Where does the string "Quick" appear in the records? Copy every line that contains it.

* **Data shown**
____________
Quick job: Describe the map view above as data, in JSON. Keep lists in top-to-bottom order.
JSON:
____________
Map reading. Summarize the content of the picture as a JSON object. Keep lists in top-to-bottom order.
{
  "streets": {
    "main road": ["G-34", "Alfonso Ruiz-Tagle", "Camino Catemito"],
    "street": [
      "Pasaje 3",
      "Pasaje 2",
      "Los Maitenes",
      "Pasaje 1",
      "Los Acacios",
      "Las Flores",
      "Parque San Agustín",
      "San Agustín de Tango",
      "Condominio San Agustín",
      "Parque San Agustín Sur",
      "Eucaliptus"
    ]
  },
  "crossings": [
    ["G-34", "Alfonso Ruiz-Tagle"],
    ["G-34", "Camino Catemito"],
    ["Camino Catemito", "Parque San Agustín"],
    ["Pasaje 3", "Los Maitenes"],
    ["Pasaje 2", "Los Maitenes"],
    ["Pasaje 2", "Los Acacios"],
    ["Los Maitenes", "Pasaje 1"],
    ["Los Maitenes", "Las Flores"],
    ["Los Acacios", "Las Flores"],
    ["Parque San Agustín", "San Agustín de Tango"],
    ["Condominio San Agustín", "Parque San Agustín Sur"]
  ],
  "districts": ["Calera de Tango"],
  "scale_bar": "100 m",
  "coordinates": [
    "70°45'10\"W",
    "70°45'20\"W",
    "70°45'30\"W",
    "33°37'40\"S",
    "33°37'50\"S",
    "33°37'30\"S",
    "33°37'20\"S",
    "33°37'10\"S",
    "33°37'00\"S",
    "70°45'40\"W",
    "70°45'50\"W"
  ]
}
____________
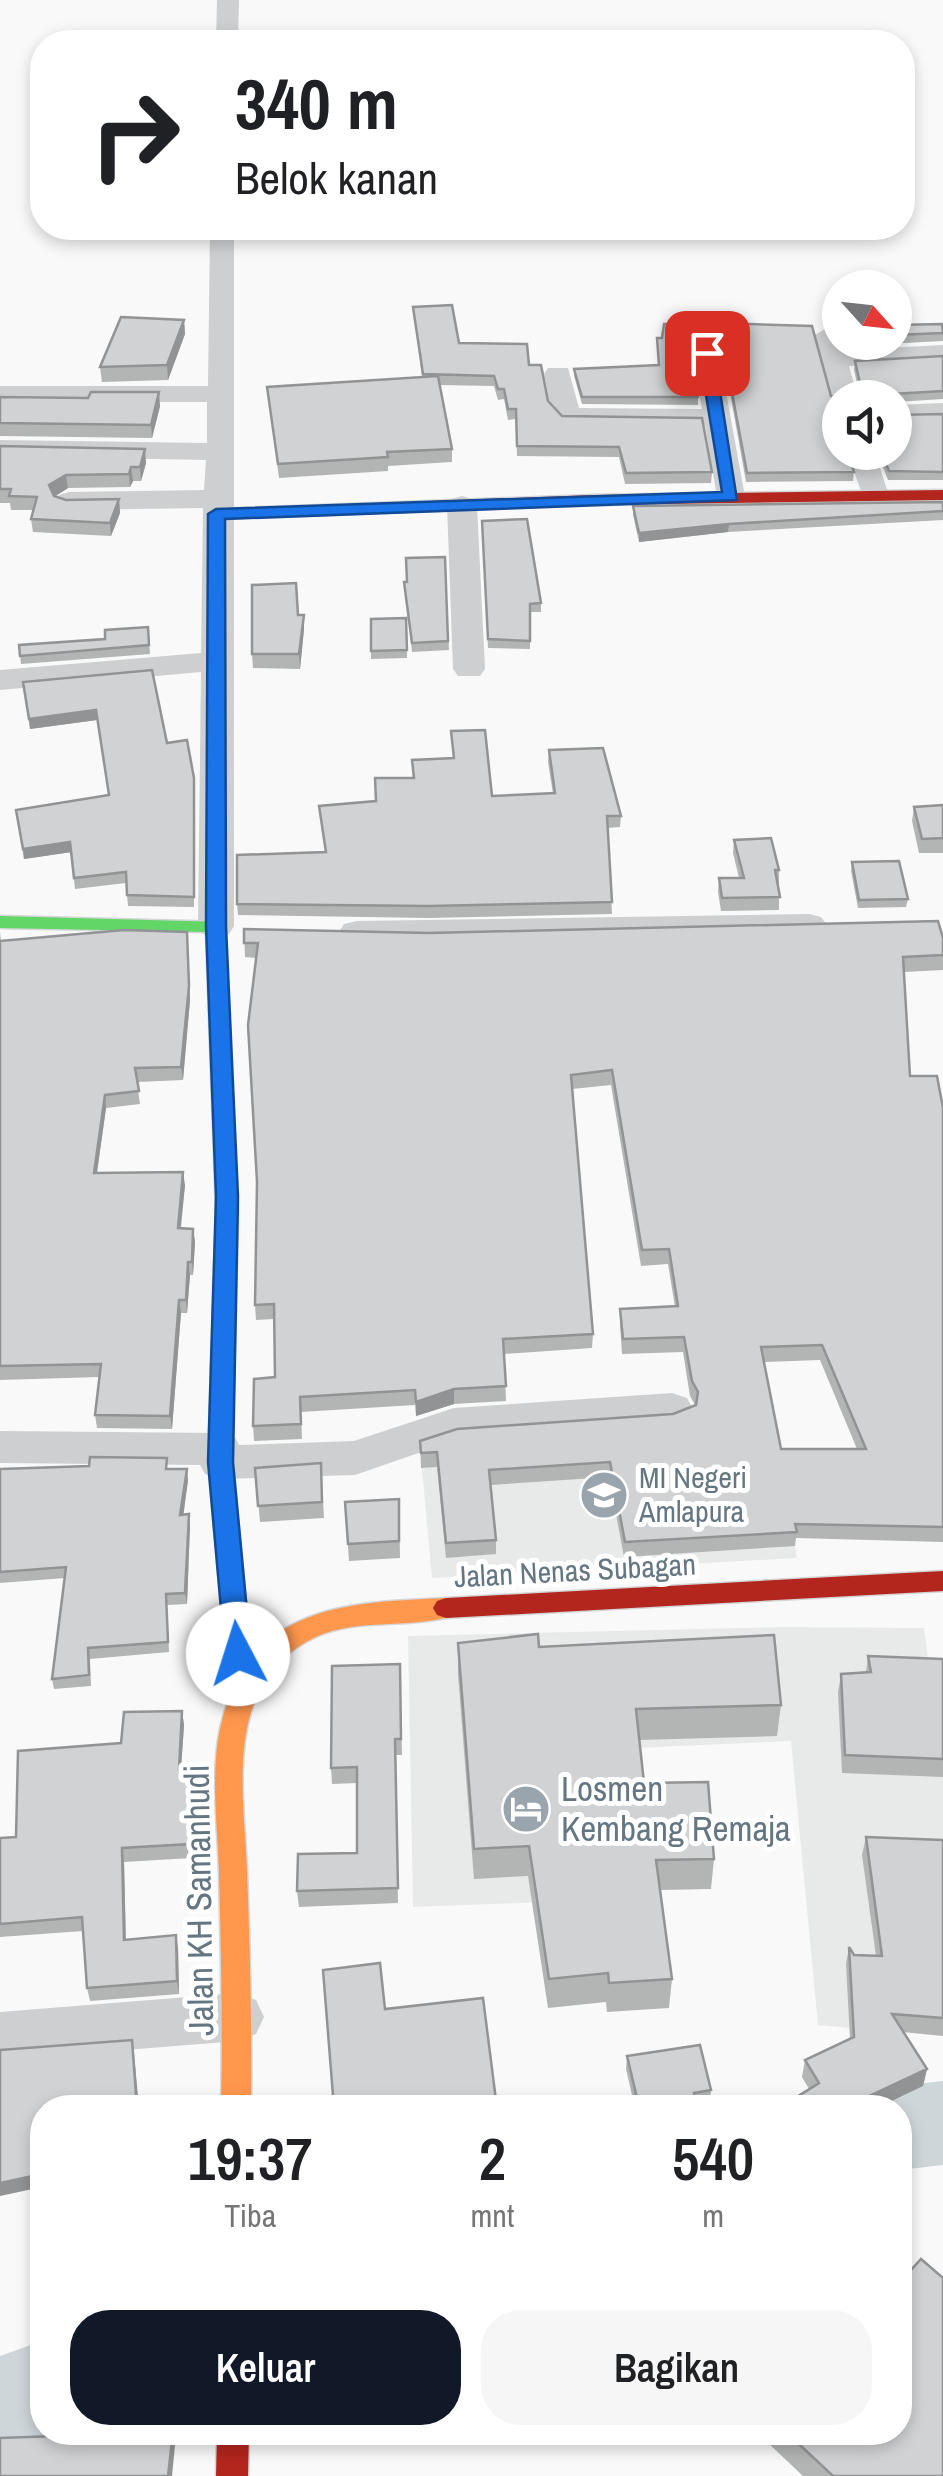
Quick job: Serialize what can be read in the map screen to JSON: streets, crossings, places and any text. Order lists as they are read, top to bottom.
____________
* **Exercise result**
Quick job: Describe the map view above as data, in JSON. Keep lists in top-to-bottom order.
Quick job: Serialize what can be read in the map screen to JSON: streets, crossings, places and any text. Order lists as they are read, top to bottom.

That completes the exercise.